Page 1 of 1

ML Restart Initialisation stuck when more than one process per node

Posted: Mon Nov 14, 2022 9:20 pm
by reach2sayan
Hi,


The issue I face is that when I restart a ML training, but with a new species.
ie. I use ML_ISTART = 1, my ML_AB has Zr and Cu. However the new POSCAR that I'm starting to train on has Zr,Cu and Al. In that case, in the openMP version,
setting
#SBATCH --nodes=1
#SBATCH --ntasks-per-node=2

the initialisation of the machine learning seems to get stuck. This does not happend when

#SBATCH --nodes=1
#SBATCH --ntasks-per-node=1.
That is it gets stuck only if I declare more than one process per node.

I'm trying liquid structures, so I have a high-ish ML_MB and ML_MCONF. I also have ML_LBAND_DISCARD = True. But the issue is happening irrespective of the setting. My old ML_AB has large number of structures though.

I have attached the ML_AB, INCAR and job submission script example here. I would appreciate any suggestion on the INCAR. Especially if ML_MB = 6000 is too diabolical even for a liquid.

Thank you

Re: ML Restart Initialisation stuck when more than one process per node

Posted: Mon Nov 21, 2022 4:02 pm
by henrique_miranda
Ok, we had a look at your input files but we need a bit more information:
Could you please share the OUTCAR and ML_LOGFILE?
Did you compile VASP with support for shared memory?

A few suggestions that you might try:
1. There is no support for OpenMP in the machine learning part of the code so using might not lead to a great speedup.
2. You might reduce ML_CONF to for example 1500 and significantly reduce the memory usage of your calculation

Re: ML Restart Initialisation stuck when more than one process per node

Posted: Tue Dec 27, 2022 11:01 pm
by reach2sayan
Hi,

Sorry for the delay. I needed some preliminary data quick and hence kept running on a single task per node basis. But I think it's time to fix the issue. I have a feeling that the problem is not about the ML but the openMP itself since same issues persist without ML. I'm attaching the OUTCAR and stdout (vasp.out) for the single task per node case as well as the 2task per node test.

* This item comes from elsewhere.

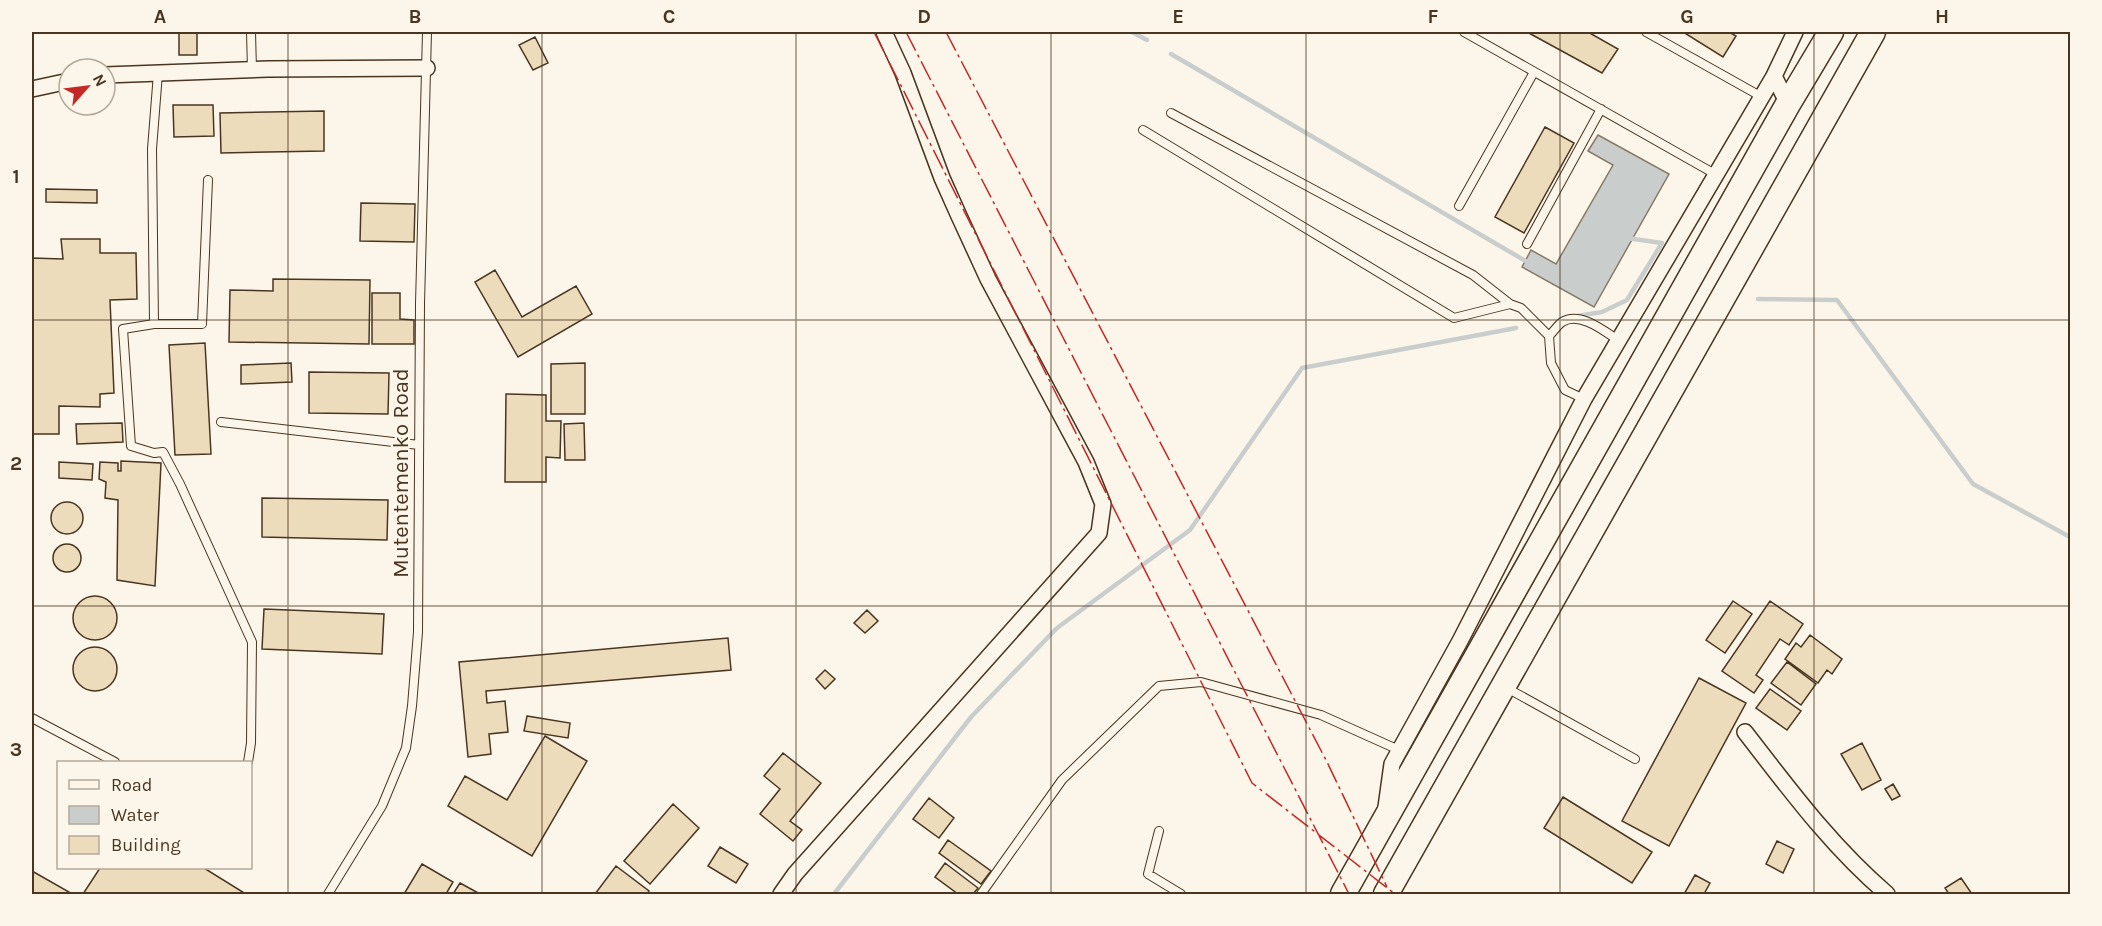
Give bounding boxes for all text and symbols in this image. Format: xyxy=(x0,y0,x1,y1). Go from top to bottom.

The attachment contains the following main files:
OUTCAR.2task - failed OUTCAR, it always gets stuck at that last line
OUTCAR.1task - I soft stopped after 3 ionic steps
The corresponding job script and stdout are named as *.2task and *.single
Then there is the makefile.include. The INCAR and POSCAR is consistent across all. It is the same as before, but I removed the ML tags and reduced EDIFF and increase KPAR all for for quicker runs (I also got more nodes to match KPAR).

Best
Sayan

PS. I don't think shared memory is turned on. I will make sure to ask the sys admin specifically for this on the next re-compile.
Side Note. Could you quickly explain the difference between ML_MB and ML_MCONF. I don't exactly understand what is the difference in the items that each tag sets the limit for.

Re: ML Restart Initialisation stuck when more than one process per node

Posted: Sat Feb 04, 2023 10:29 pm
by reach2sayan
After lots of trials, I finally managed to make it work.

Re: ML Restart Initialisation stuck when more than one process per node

Posted: Sun Feb 05, 2023 8:27 am
by ferenc_karsai
Could you please elaborate what was the problem and solution?